Preferences

I’ve been a web developer for decades as well as doing scraping, indexing, and analyzing million of sites.

Just follow the golden rule: don’t ever load any site more aggressively than you would want yours to be.

This isn’t hard stuff, and these AI companies have grossly inefficient and obnoxious scrapers.

As a site owner those pisses me off as a matter of decency on the web, but as an engineer doing distributed data collection I’m offended by how shitty and inefficient their crawlers are.


I worked at one place where it probably cost us 100x (in CPU) more to serve content the way we were doing it as opposed to the way most people would do it. We could afford it because it was still cheap, but we deferred the cost reduction work for half a decade and went on a war against webcrawlers instead. (hint: who introduced the robots.txt standard?)
These people think they're on the verge of the most important invention in modern history. Etiquette means nothing to them. They would probably consider an impediment to their work a harm to the human race.
>They would probably consider an impediment to their work a harm to the human race.

They do.
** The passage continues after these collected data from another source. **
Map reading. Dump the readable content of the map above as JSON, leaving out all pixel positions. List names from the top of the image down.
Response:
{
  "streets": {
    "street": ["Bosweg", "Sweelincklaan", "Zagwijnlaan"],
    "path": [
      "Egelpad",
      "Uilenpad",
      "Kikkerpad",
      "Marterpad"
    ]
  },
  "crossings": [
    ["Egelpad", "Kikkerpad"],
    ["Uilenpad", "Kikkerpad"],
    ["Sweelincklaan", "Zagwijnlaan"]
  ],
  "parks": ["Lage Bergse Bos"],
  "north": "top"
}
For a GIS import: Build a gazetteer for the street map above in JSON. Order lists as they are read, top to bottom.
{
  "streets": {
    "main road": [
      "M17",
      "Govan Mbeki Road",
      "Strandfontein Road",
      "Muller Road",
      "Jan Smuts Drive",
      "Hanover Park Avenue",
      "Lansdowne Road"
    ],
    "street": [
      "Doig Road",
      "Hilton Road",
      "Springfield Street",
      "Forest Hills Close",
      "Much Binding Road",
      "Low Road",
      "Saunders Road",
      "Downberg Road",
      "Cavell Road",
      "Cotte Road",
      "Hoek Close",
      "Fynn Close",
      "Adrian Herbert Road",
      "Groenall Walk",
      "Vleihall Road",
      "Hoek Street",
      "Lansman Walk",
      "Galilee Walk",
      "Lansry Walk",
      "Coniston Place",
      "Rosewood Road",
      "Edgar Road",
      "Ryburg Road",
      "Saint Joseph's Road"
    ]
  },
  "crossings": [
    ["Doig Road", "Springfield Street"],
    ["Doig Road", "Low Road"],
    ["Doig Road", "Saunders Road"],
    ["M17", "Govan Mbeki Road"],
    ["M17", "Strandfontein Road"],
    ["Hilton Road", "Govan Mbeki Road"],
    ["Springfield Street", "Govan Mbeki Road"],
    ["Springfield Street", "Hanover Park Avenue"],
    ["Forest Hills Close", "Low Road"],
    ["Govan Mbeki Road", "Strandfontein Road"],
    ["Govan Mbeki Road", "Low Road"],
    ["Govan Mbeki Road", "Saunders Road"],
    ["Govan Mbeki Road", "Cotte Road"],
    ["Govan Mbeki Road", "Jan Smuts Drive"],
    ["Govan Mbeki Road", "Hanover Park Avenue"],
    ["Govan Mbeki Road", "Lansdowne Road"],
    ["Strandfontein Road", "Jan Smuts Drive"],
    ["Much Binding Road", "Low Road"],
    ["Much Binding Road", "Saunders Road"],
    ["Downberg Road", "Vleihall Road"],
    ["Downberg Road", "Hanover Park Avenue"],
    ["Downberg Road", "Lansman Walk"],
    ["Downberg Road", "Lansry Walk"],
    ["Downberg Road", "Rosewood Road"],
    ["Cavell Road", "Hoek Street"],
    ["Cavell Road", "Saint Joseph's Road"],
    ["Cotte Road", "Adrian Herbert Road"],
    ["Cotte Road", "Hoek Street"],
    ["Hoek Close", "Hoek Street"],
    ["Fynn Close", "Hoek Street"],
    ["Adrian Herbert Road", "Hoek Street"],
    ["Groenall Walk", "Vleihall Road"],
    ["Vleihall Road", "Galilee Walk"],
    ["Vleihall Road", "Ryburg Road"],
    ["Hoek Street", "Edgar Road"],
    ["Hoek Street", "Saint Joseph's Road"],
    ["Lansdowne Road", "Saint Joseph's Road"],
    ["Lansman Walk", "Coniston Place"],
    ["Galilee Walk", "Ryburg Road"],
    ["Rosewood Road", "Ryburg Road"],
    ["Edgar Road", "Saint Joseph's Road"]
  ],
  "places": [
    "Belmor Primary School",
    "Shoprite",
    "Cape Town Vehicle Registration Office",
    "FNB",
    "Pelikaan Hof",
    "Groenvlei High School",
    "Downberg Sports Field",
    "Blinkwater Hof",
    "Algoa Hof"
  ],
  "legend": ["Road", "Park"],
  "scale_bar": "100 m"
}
Marc Andreeson said as much in his "techno-optimist manifesto," that any hesitation or slowdown in AI development or adoption is equivalent to mass murder.

I want to believe he's bullshitting to hype it up for profit because at least that's not as bad as if it was sincere.
It's not just for profit, it's to save some future, mythical version of humankind! https://netzpolitik.org/2023/longtermism-an-odd-and-peculiar...
I also want to believe AI hype is being fueled just by grifters and not an accelerationist messiah cult (and also grifters.) But they do seem really committed to the bit.
Yeah but it’s just shit engineering. They re-crawl entire sites basically continuously absent any updates or changes. How hard is it to cache a fucking sitemap for a week?

It’s a waste of bandwidth and CPU on their end as well, “the bitter lesson” isn’t “keep duplicating the same training data”.

I’m glad DeepSeek is showing how inefficient and dogshit most of the frontier model engineer is - how much VC is getting burned literally redownloading a copy of the entire web daily when like <1% of it is new data.

I get they have no shame economically, that they are deluded and greedy. But bad engineering is another class of sin!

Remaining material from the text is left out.